(EXERCISE DETAILS) Should a line below contain the word "restore", report it.

(DATA TO USE)
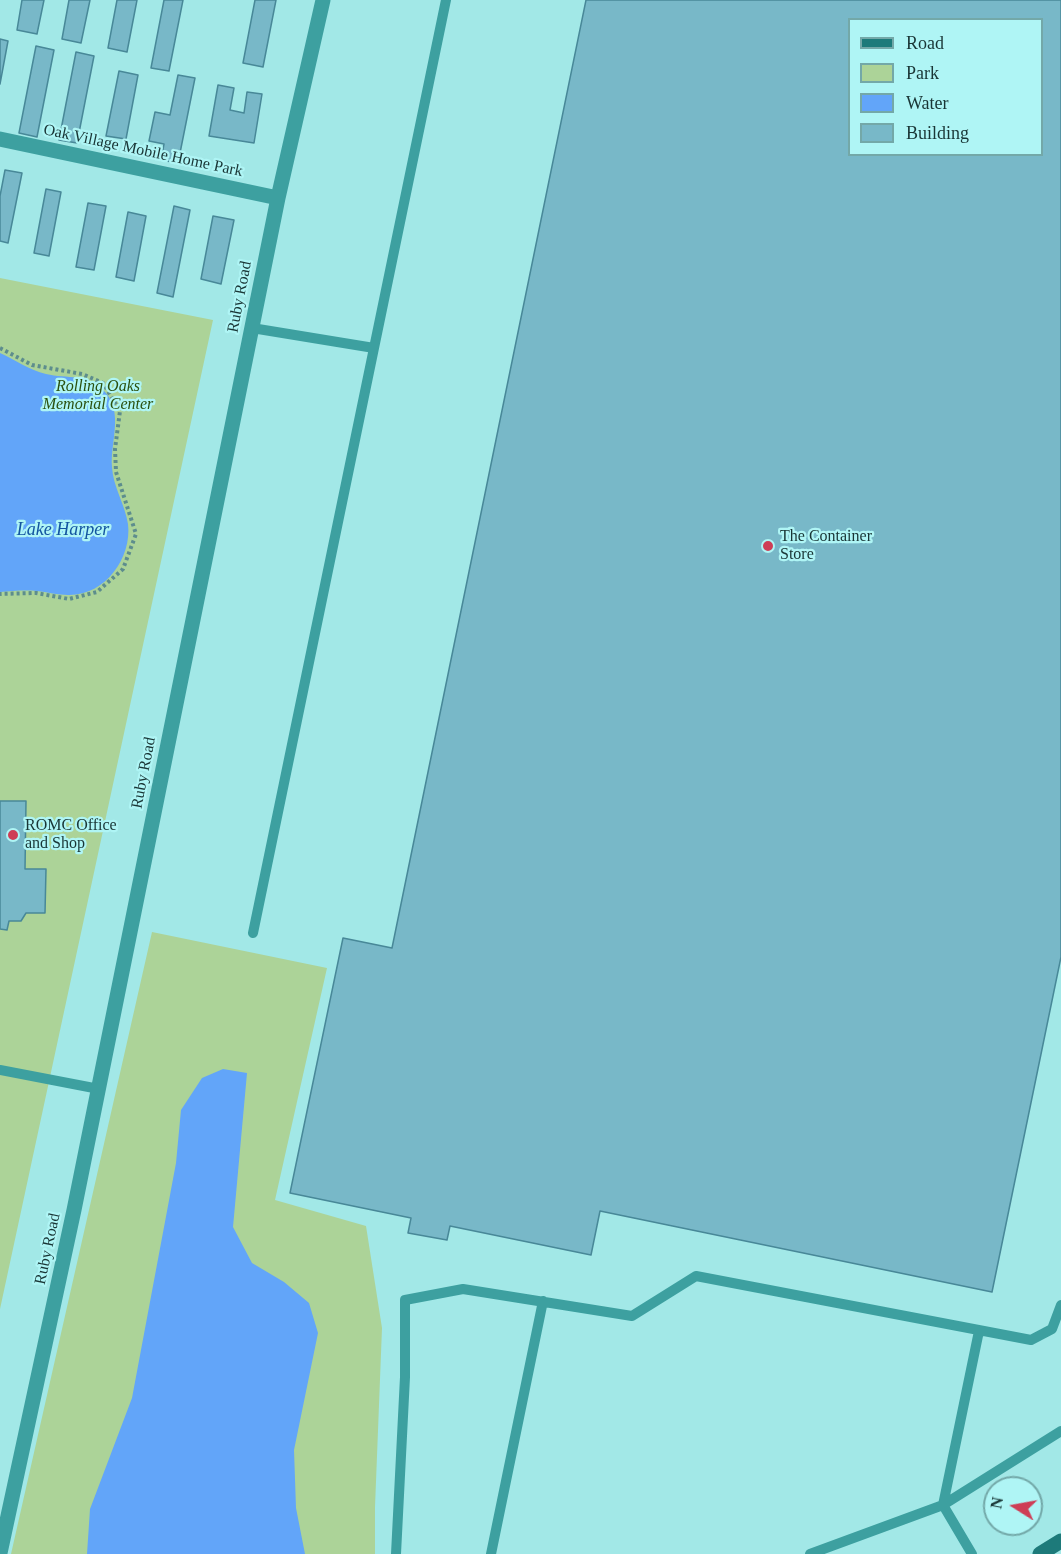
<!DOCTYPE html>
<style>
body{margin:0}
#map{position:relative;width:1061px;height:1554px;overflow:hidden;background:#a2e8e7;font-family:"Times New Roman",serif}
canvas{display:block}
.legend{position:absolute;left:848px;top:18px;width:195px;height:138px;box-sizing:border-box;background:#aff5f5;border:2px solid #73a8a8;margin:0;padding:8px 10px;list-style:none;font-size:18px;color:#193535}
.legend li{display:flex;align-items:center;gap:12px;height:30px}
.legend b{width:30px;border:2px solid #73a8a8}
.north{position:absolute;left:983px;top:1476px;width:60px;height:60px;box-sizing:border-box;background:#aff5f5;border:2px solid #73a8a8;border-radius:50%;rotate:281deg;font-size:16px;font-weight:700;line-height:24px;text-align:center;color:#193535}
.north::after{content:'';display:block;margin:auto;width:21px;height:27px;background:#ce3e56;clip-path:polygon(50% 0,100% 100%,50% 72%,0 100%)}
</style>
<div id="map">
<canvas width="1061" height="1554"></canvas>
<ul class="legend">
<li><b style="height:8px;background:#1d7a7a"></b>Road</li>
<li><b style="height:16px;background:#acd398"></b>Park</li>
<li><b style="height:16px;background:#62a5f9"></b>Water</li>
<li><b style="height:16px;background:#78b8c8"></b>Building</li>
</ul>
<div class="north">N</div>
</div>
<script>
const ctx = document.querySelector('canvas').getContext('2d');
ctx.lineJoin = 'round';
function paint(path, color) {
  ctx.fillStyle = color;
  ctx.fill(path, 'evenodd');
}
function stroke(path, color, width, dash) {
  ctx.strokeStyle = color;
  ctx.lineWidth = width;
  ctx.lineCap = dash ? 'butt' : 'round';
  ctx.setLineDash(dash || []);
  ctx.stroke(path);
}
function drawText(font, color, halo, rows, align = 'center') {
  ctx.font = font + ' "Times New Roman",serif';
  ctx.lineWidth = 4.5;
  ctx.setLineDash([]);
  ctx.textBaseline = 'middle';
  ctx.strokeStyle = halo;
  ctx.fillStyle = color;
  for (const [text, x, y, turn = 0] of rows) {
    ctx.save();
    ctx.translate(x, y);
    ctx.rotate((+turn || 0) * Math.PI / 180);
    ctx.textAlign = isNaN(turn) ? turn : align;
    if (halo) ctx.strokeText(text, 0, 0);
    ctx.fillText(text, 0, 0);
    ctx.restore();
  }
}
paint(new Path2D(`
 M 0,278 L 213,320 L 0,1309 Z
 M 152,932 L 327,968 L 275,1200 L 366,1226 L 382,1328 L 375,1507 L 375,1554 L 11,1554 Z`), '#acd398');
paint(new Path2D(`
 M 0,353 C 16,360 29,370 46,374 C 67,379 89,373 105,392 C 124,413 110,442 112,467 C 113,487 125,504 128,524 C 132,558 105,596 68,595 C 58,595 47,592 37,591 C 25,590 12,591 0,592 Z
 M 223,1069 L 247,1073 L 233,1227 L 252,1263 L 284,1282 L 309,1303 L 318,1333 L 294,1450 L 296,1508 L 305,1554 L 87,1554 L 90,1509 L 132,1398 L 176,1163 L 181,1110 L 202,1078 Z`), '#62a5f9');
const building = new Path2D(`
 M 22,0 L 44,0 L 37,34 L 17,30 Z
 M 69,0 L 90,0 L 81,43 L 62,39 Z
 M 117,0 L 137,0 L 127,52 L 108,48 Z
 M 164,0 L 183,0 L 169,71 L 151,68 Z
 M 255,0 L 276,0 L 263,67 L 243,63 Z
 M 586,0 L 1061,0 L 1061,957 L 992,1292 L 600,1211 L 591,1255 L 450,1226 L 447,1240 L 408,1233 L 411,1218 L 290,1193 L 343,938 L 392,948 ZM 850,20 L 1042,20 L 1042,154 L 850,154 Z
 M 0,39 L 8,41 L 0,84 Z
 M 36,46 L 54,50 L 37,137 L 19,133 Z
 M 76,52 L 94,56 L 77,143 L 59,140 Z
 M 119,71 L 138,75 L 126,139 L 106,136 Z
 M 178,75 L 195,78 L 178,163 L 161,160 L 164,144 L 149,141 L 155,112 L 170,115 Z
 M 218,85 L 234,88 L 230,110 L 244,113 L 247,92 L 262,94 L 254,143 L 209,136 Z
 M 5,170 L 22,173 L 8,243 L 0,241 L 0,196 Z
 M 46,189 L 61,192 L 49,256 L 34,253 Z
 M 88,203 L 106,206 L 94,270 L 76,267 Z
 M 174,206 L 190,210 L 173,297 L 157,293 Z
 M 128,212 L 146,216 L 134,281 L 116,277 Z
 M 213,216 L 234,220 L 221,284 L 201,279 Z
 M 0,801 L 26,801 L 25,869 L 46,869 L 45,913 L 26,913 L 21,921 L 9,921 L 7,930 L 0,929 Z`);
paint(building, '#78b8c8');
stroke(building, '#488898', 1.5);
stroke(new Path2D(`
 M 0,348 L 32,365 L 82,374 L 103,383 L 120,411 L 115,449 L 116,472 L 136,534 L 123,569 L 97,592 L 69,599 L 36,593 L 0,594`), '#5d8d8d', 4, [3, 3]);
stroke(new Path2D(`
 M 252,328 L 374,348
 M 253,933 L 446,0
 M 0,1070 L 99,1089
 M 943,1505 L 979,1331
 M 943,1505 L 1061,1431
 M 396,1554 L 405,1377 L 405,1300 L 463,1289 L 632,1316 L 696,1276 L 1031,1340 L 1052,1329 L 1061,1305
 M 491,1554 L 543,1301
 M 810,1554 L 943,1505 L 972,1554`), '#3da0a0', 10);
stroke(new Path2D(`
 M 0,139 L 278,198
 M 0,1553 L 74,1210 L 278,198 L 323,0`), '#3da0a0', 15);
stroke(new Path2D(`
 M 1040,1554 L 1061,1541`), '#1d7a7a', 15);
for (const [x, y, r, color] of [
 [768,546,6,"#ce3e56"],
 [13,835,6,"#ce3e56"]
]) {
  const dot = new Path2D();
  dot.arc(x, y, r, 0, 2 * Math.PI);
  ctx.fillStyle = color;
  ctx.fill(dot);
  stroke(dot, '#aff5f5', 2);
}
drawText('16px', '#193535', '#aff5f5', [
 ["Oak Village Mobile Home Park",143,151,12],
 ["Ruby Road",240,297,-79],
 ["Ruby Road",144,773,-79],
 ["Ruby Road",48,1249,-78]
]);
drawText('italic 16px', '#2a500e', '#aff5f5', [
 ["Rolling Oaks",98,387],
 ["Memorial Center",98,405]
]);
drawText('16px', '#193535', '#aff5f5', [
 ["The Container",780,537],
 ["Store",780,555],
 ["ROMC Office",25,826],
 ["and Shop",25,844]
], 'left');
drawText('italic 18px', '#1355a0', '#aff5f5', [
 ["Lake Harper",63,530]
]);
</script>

...

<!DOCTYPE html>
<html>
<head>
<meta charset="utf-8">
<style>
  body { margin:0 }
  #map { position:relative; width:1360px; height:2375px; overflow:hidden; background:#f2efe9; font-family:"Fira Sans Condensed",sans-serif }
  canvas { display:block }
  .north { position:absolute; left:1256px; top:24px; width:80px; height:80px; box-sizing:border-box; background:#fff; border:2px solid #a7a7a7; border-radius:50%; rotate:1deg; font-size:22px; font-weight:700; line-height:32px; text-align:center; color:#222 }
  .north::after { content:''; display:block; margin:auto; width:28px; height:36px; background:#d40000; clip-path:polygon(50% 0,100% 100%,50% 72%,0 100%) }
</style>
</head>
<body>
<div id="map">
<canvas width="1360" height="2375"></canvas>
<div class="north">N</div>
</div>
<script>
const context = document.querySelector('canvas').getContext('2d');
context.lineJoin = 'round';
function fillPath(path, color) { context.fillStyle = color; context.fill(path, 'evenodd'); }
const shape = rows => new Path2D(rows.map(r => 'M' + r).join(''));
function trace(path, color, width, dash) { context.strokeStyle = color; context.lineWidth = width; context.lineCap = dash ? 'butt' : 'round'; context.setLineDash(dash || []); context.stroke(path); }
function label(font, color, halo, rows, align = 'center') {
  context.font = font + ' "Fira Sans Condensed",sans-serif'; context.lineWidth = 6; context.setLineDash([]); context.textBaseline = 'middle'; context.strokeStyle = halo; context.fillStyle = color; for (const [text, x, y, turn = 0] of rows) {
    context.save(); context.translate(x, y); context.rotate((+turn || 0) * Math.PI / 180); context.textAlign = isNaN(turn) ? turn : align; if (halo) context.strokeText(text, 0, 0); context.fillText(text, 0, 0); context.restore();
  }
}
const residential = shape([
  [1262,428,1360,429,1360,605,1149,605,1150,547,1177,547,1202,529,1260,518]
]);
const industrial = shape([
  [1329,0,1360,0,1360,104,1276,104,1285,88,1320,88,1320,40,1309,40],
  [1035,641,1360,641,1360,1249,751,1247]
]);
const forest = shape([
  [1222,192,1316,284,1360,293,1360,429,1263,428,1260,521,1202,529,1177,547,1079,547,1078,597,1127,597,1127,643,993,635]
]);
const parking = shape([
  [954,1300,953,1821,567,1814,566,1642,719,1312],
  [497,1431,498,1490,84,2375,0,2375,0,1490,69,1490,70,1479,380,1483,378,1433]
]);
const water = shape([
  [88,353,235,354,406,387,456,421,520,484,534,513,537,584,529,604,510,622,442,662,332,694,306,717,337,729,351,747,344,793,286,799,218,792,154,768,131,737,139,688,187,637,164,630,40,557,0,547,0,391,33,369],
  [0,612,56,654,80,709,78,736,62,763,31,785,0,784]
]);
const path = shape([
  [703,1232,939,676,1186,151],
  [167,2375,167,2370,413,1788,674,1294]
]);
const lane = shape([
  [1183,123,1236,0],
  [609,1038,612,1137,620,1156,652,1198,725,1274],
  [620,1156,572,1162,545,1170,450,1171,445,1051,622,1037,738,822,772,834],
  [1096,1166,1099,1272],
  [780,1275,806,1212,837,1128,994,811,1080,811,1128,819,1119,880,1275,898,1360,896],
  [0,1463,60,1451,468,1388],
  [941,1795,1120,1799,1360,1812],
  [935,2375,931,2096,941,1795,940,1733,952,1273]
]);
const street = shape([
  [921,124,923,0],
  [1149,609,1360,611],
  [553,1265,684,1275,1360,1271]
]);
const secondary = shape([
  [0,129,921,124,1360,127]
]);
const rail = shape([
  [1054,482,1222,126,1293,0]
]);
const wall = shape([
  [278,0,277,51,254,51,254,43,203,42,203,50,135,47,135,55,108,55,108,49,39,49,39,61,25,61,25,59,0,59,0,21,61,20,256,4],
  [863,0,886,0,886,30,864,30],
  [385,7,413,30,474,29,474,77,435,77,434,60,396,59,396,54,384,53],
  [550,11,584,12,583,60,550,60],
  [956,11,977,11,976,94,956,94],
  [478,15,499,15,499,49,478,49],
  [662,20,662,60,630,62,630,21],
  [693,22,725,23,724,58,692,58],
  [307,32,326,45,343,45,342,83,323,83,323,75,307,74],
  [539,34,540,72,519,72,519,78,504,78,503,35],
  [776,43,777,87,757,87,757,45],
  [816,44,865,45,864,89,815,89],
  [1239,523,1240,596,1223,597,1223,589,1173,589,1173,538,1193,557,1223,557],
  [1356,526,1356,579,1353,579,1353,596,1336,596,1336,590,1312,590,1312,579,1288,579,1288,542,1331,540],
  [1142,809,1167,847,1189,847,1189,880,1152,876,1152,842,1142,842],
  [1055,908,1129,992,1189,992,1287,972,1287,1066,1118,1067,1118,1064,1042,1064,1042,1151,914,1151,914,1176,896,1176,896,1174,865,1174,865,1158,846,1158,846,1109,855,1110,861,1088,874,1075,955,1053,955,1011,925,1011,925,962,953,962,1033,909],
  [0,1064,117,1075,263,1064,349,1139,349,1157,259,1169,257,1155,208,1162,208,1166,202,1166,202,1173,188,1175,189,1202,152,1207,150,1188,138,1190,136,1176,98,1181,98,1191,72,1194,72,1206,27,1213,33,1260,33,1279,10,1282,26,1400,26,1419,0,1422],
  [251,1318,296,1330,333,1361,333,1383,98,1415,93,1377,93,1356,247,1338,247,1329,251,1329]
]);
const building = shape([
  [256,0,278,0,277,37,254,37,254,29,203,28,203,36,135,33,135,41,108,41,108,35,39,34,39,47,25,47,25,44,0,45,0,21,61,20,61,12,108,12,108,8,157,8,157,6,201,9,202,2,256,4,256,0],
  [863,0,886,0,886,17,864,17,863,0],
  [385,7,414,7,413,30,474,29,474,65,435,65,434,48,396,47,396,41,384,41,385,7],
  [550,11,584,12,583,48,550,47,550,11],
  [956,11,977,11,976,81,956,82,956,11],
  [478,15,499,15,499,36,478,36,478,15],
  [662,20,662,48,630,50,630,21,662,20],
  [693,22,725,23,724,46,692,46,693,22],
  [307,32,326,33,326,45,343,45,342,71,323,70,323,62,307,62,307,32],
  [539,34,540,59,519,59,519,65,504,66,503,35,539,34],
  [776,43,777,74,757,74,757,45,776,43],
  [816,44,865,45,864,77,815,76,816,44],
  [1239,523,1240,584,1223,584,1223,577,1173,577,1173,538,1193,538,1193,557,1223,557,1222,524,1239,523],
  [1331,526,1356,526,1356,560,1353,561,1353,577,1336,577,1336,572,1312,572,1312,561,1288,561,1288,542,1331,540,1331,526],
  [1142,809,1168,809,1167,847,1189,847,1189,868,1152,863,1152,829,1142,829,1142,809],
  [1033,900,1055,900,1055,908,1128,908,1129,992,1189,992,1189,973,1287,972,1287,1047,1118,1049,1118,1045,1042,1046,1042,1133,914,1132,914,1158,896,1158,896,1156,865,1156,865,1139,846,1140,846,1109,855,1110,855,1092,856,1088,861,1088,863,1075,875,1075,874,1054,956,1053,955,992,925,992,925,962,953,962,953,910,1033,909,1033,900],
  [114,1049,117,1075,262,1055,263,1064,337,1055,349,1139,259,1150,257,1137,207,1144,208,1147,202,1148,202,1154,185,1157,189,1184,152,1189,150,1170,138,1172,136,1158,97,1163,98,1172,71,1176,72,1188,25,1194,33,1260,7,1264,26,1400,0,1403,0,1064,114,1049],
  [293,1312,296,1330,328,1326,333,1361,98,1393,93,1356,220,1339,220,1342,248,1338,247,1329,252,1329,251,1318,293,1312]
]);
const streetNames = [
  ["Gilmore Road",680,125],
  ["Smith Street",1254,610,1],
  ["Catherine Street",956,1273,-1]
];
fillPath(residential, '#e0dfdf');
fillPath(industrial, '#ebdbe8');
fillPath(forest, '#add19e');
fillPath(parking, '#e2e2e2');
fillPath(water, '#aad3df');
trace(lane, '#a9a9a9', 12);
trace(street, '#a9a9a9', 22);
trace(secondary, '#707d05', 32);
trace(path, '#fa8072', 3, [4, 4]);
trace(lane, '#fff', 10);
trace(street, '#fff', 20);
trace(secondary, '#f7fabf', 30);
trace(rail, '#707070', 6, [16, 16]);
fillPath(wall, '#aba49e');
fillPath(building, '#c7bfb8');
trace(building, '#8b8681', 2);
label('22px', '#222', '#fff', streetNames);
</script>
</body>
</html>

(RESPONSE BELOW)
    ctx.restore();
    context.save(); context.translate(x, y); context.rotate((+turn || 0) * Math.PI / 180); context.textAlign = isNaN(turn) ? turn : align; if (halo) context.strokeText(text, 0, 0); context.fillText(text, 0, 0); context.restore();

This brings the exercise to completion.